General manager Cameron Rhodes said the ROF was not a tax-effective MIS mainstream product, but rather a unitised fund in which investors buy units in the fund, which would be used to buy agriculture and infrastructure assets.

The ROF covers a broad range of agricultural commodity classes, with investments in chickens, wine grapes, cotton and flowers, and the addition of cattle likely in the near future.

Mr Rhodes believes investment sentiment in this year’s MIS offerings is showing good early signs, with high taxable incomes and volatility in the markets highlighting the potential benefits of diversifying and having some exposure to the agricultural sector.
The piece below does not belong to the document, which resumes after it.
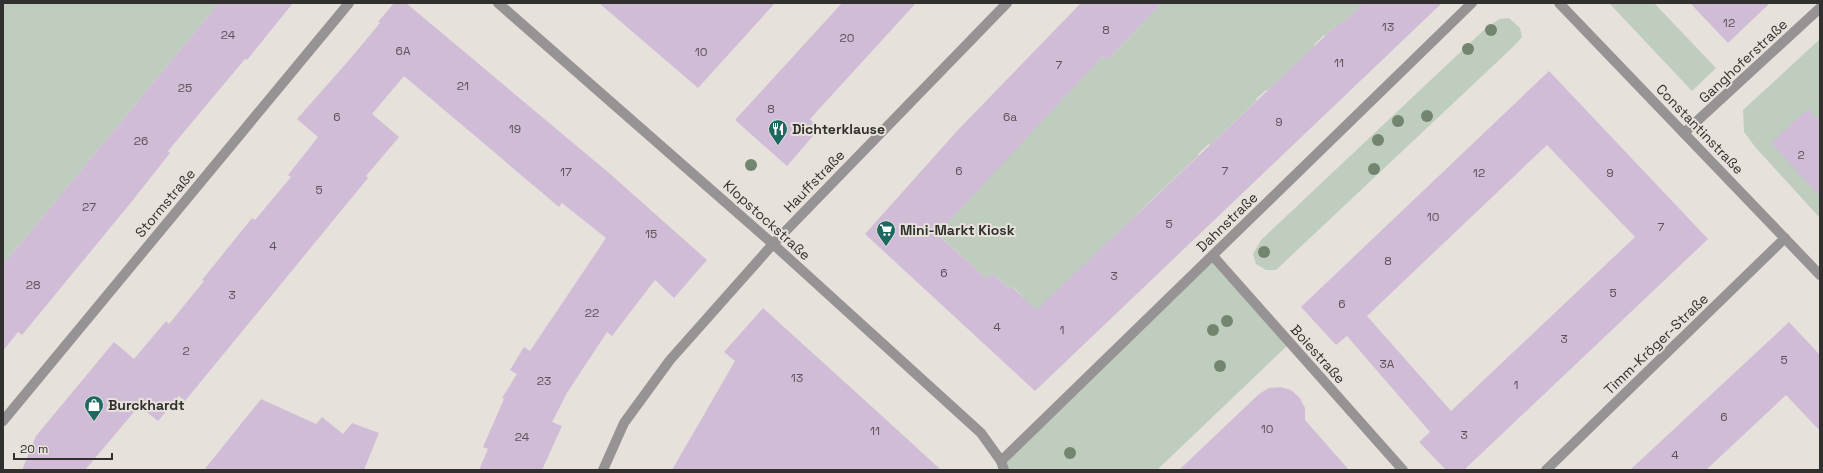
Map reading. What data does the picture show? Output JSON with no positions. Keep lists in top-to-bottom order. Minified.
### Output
{"streets":{"street":["Ganghoferstraße","Constantinstraße","Hauffstraße","Stormstraße","Klopstockstraße","Dahnstraße","Timm-Kröger-Straße","Boiestraße"]},"crossings":[["Ganghoferstraße","Constantinstraße"],["Constantinstraße","Timm-Kröger-Straße"],["Hauffstraße","Klopstockstraße"],["Klopstockstraße","Dahnstraße"],["Dahnstraße","Boiestraße"]],"places":{"restaurant":["Dichterklause"],"supermarket":["Mini-Markt Kiosk"],"shop":["Burckhardt"]},"house_numbers":["12","13","8","24","20","6A","10","11","7","21","25","8","6","6a","9","19","26","2","6","7","17","12","9","5","27","10","5","7","15","4","8","6","3","28","5","3","6","22","4","1","3","2","5","3A","13","23","1","6","10","11","3","24","4"],"scale_bar":"20 m"}
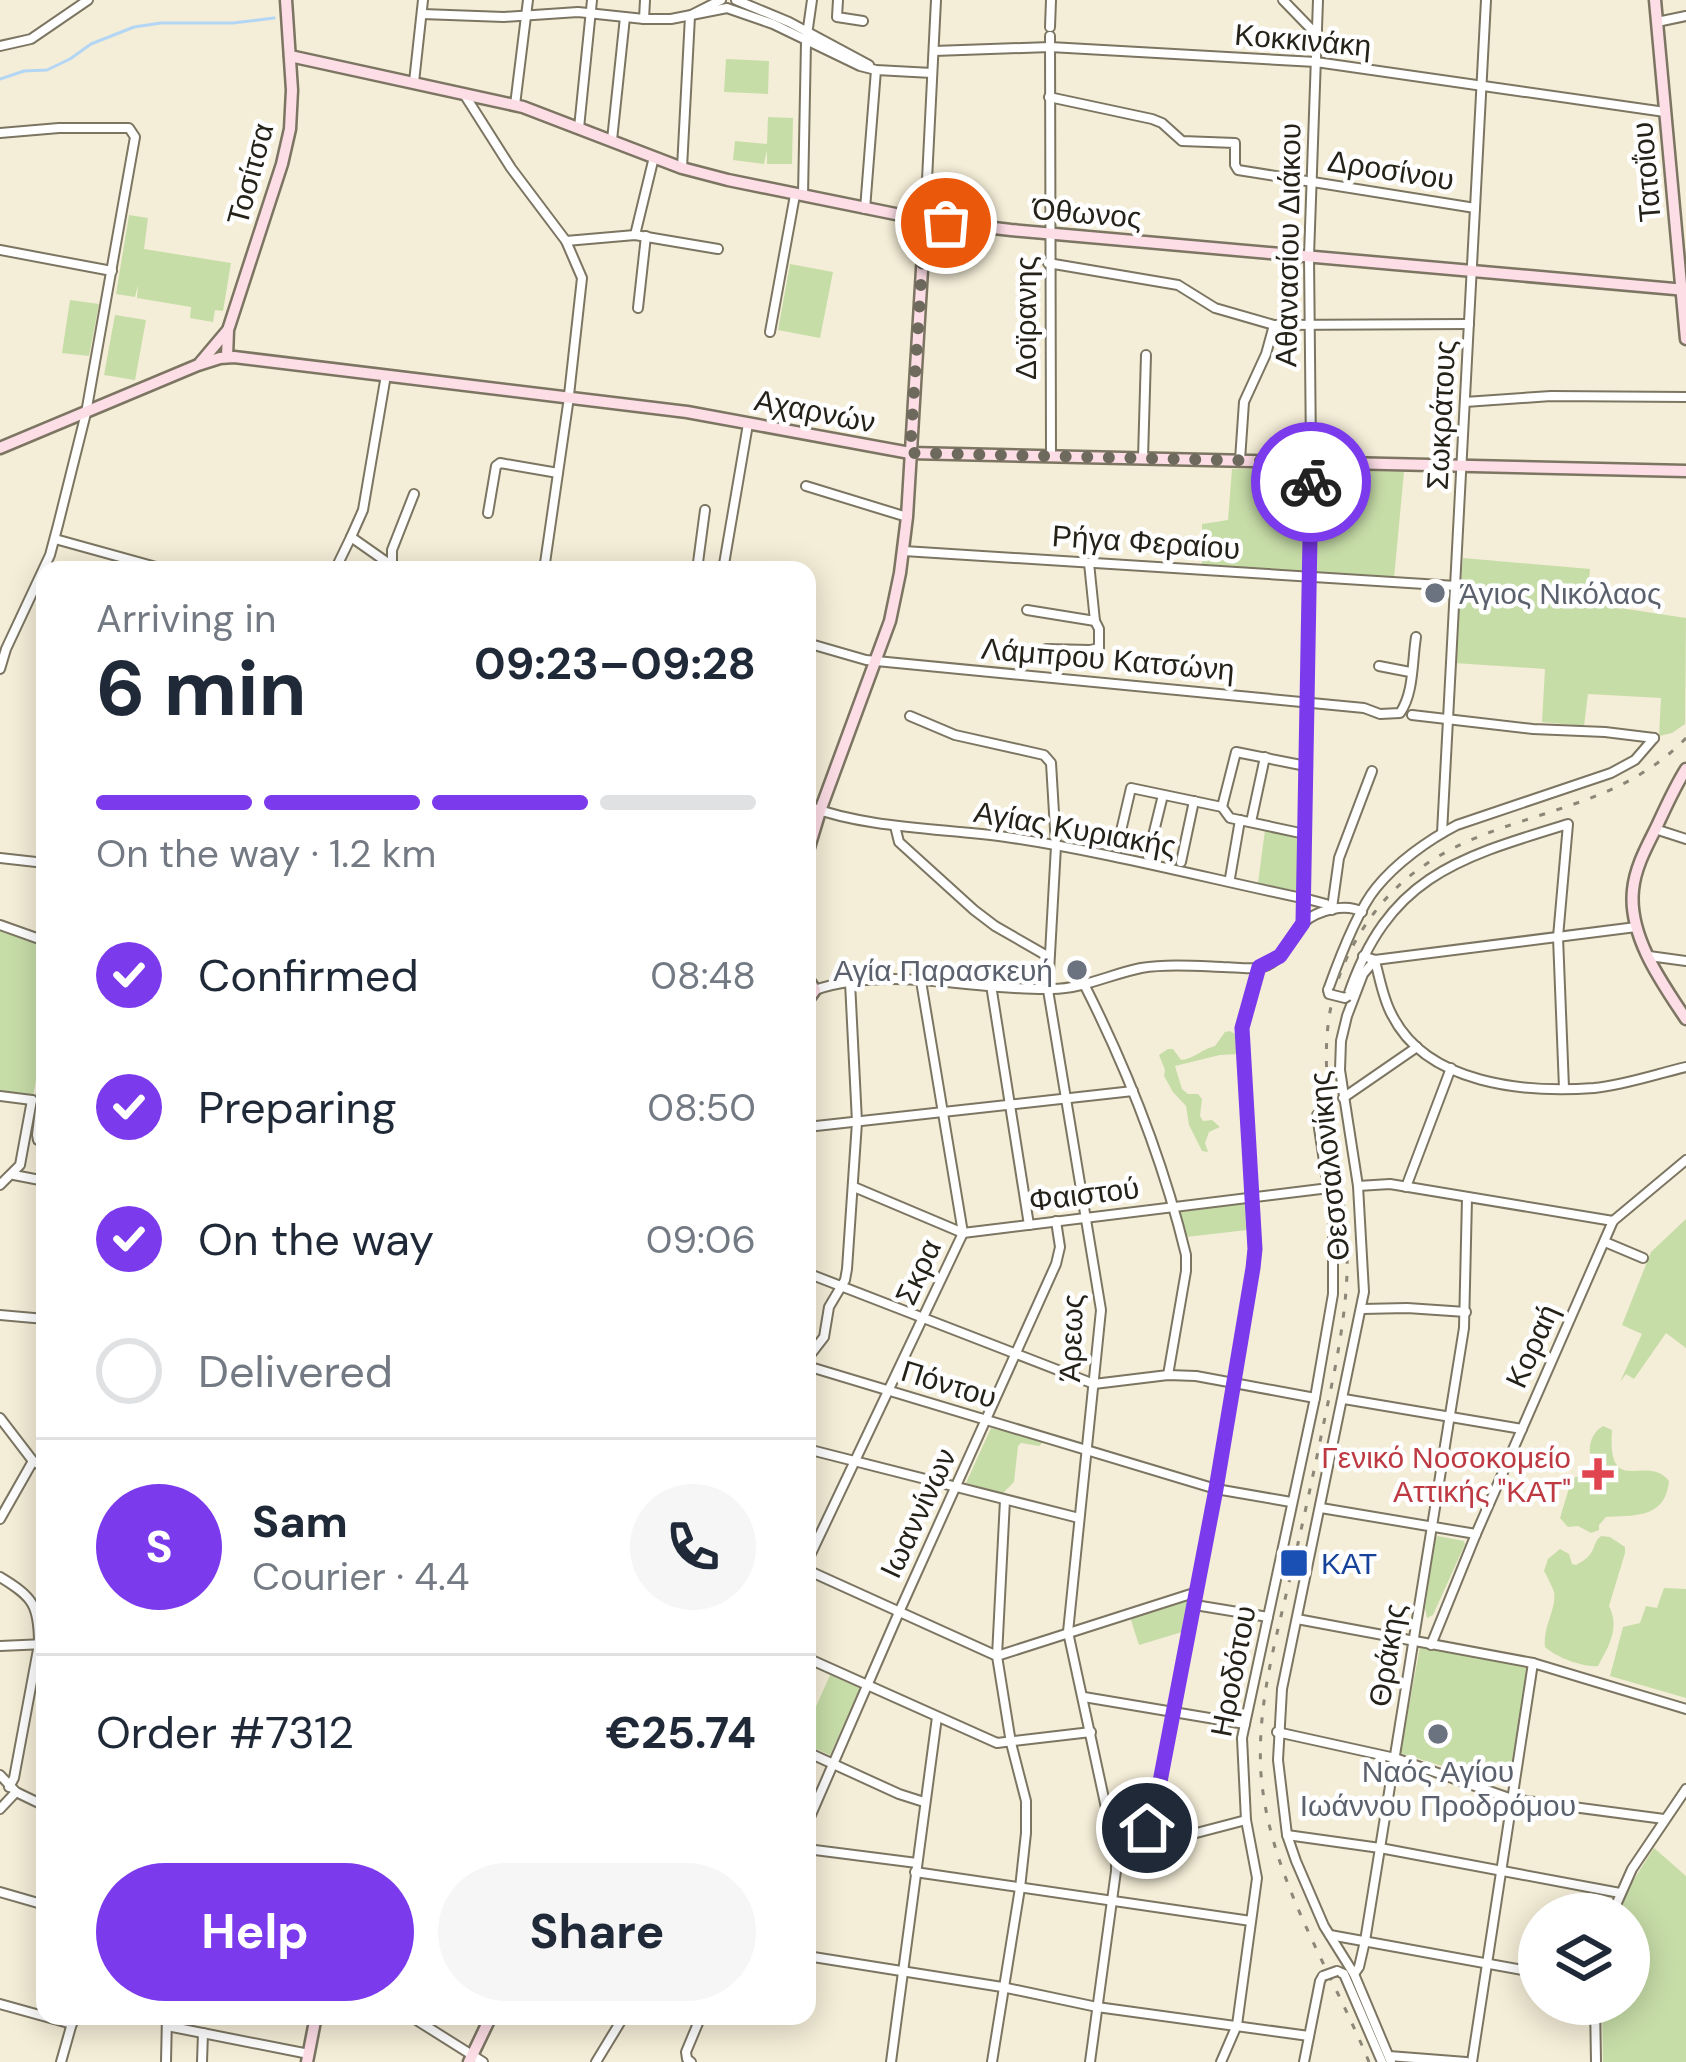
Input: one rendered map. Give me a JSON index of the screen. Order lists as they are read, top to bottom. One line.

“Great Southern is already such a dominant player in the commodity market, we’ve got vineyards we’ll be managing for another 10 years, we have a commitment to staying in the industry for the long term,” he said,

Arafura Pearls Holdings Ltd and Watershed Premium Wines Ltd are two managers to have indicated that 2008 will be the last year for their respective projects.

Arafura chief executive Andrew Hewitt said the company would not be offering an MIS next year, barring a further extension to the transition period.

“Our forecasting has been on the basis that we don’t have an MIS for 2009,” he said.

“But there’s still a few more twists and turns to go.”

Arafura is looking to raise $13.5 million in this year’s project, up from $10 million last year, to fund production at its principal pearl farm at Elizabeth Bay in the Northern Territory.

It is reportedly already funded through to full production in three to four years’ time, when it will increase its pearl harvest from the current 35,000 pearls to between 300,000 and 350,000.

Watershed Wines managing director Geoff Barrett said the 2008 offering was seeking to raise $5.3 million for its fourth stage, a new vineyard in Jindong, in the Margaret River region, which is immediately adjacent to its stage 3 vineyard.

Upon completion, stage 4 will take Watershed to 227 hectares under vines.

Mr Barrett said this year was the last opportunity for investors to be involved in the project.

“Our objective from day one, since 2000, was to plant 230 to 240 hectares, and as fortune or whatever happened we would have intended to stop [at this time] anyway,” he said.

The Oak Valley Truffle Project 2008, which Mr Barrett also manages, will soak up the truffles not allocated by March 2008.

The project currently has about 75ha of oak and hazelnut trees at its Hazel Hill property in Manjimup, with the intention of putting 300ha under truffles in six years’ time.

Mr Barrett said the company would look to target self-managed super funds next year.